→ **WORK TASK**:
Look through the material beneath and copy each line with the word "from".

→ **DATA RECORDS**:
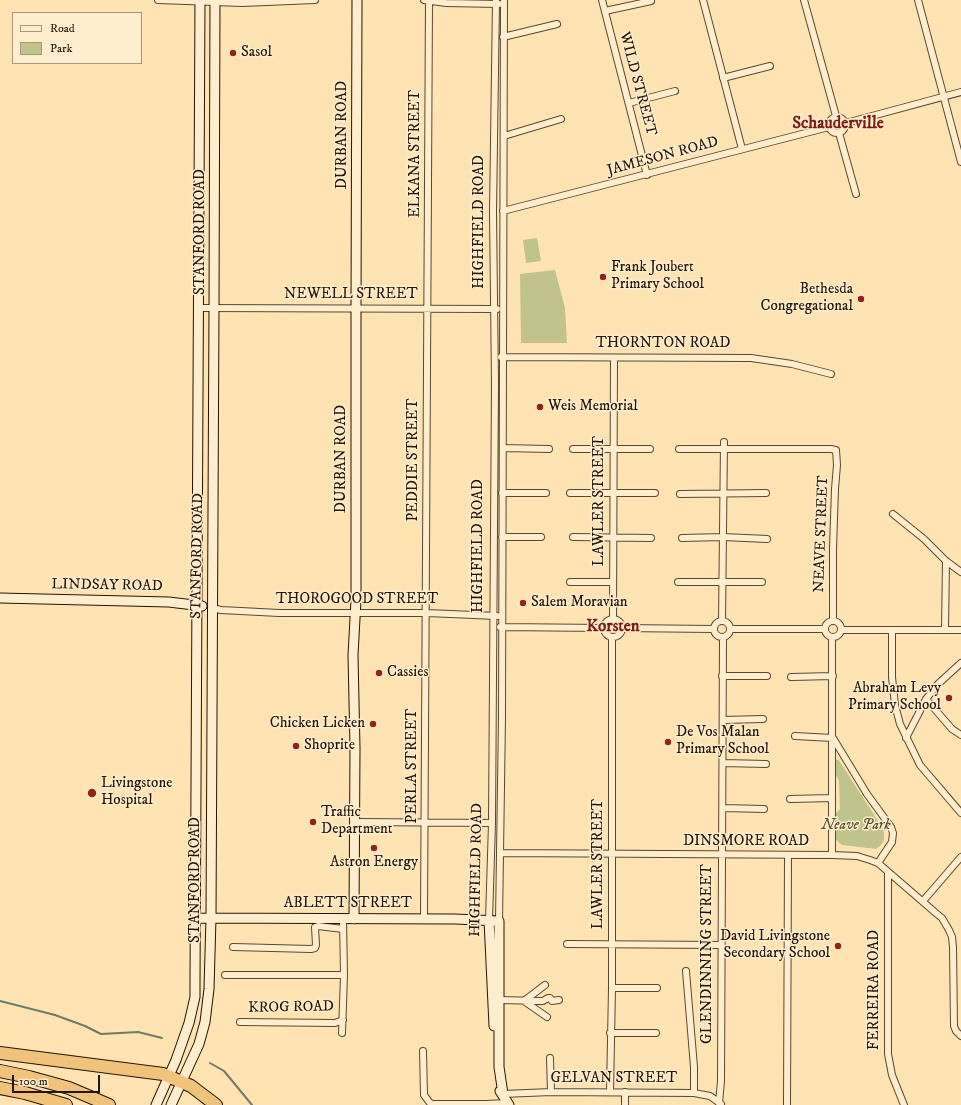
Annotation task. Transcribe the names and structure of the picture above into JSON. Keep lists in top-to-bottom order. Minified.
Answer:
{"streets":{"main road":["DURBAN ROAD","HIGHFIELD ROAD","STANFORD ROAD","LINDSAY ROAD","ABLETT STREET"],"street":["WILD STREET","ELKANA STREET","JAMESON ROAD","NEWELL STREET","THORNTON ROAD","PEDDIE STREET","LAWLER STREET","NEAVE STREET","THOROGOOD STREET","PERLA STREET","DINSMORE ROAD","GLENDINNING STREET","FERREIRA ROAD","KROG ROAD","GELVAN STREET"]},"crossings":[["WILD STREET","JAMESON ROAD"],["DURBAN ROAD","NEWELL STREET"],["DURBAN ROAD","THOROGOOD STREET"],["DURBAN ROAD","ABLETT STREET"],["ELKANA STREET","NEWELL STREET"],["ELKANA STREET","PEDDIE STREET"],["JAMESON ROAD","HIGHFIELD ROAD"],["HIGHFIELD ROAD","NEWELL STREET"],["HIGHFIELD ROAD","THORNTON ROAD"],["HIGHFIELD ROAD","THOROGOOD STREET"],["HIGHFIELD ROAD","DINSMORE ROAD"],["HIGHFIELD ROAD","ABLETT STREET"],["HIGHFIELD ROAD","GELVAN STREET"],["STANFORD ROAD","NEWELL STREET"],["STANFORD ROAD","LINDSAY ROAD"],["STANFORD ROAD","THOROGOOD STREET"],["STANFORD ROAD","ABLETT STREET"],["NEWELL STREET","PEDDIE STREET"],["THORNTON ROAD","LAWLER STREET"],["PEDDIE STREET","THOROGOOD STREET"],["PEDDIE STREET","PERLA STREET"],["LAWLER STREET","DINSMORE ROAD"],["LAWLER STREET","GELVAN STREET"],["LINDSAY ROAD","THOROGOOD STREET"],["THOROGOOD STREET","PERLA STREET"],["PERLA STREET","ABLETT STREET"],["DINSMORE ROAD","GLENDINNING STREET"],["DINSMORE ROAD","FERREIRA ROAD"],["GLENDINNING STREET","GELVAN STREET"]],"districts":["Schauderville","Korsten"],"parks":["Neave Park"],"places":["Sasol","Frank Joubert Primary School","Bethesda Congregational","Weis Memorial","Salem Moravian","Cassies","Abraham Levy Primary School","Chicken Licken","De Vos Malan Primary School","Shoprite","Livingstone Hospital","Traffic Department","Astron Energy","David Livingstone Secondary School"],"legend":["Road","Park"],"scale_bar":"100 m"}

---

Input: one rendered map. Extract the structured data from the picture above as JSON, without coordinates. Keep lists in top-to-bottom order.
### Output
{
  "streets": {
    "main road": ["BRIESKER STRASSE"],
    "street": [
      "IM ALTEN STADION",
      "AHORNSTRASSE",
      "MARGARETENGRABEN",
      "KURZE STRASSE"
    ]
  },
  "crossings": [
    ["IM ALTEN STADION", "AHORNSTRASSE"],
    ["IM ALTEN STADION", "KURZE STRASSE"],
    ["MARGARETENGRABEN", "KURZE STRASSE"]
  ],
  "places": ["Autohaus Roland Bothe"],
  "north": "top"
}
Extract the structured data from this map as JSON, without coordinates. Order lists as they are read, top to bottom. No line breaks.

→ **SOLUTION**:
Input: one rendered map. Extract the structured data from the picture above as JSON, without coordinates. Keep lists in top-to-bottom order.
Extract the structured data from this map as JSON, without coordinates. Order lists as they are read, top to bottom. No line breaks.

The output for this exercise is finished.